Septrin should not be used in the treatment of streptococcal pharyngitis due to Group A β-haemolytic streptococci; eradication of these organisms from the oropharynx is less effective than with penicillin.

Phenylalanine metabolism
Trimethoprim has been noted to impair phenylalanine metabolism but this is of no significance in phenylketonuric patients on appropriate dietary restriction.

Patients with or at risk of porphyria
The administration of Septrin to patients known or suspected to be at risk of porphyria should be avoided. Both trimethoprim and sulphonamides (although not specifically sulfamethoxazole) have been associated with clinical exacerbation of porphyria.

Patients with hyperkalaemia and hyponatraemia
Close monitoring of serum potassium and sodium is warranted in patients at risk of hyperkalaemia and hyponatraemia.

Metabolic acidosis
Septrin has been associated with metabolic acidosis when other possible underlying causes have been excluded. Close monitoring is always advisable when metabolic acidosis is suspected.

Patients with serious haematological disorders
Except under careful supervision Septrin should not be given to patients with serious haematological disorders (see section 4.8). Septrin has been given to patients receiving cytotoxic therapy with little or no additional effect on the bone marrow or peripheral blood.

Excipients with known effects
Patients with rare hereditary problems of fructose intolerance should not take this medicine (see section 2).

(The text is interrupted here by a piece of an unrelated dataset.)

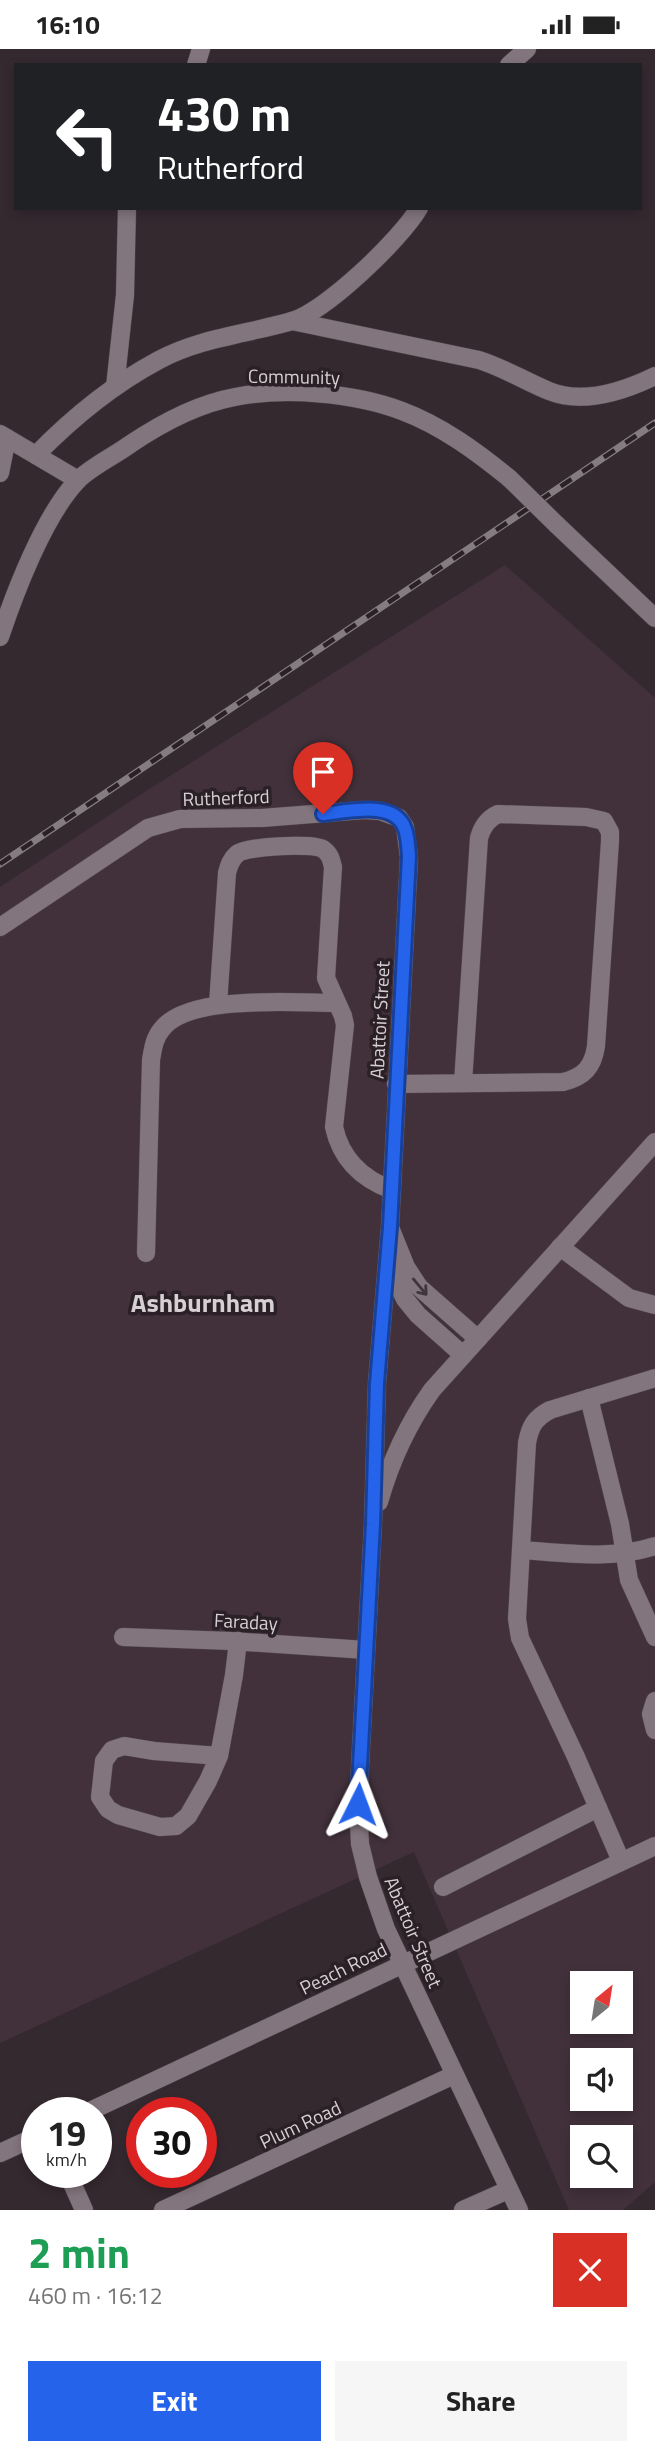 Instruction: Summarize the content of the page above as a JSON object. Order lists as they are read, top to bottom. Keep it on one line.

This medicinal product contains sorbitol (E 420). Patients with hereditary fructose intolerance (HFI) should not take/be given this medicinal product. Sorbitol may cause gastrointestinal discomfort and mild laxative effect. It contains 5 mg sodium benzoate (E 211) in each 5 mL ampoule, which is equivalent to 1mg/1mL and which may increase the risk of jaundice in newborn babies. This medicinal product contains also small amounts of ethanol (alcohol), less than 100 mg per 5 ml and contains less than 1 mmol sodium (23 mg) per 5 ml, that is to say essentially ‘sodium free’. It also contains sulphur dioxide (E 220), which may rarely cause severe hypersensitivity reactions and bronchospasm and Methyl p-hydroxybenzoate (E 218), which may cause allergic reactions (possibly delayed).

 


Diuretics (thiazides): in elderly patients concurrently receiving diuretics, mainly thiazides, there appears to be an increased risk of thrombocytopenia with or without purpura.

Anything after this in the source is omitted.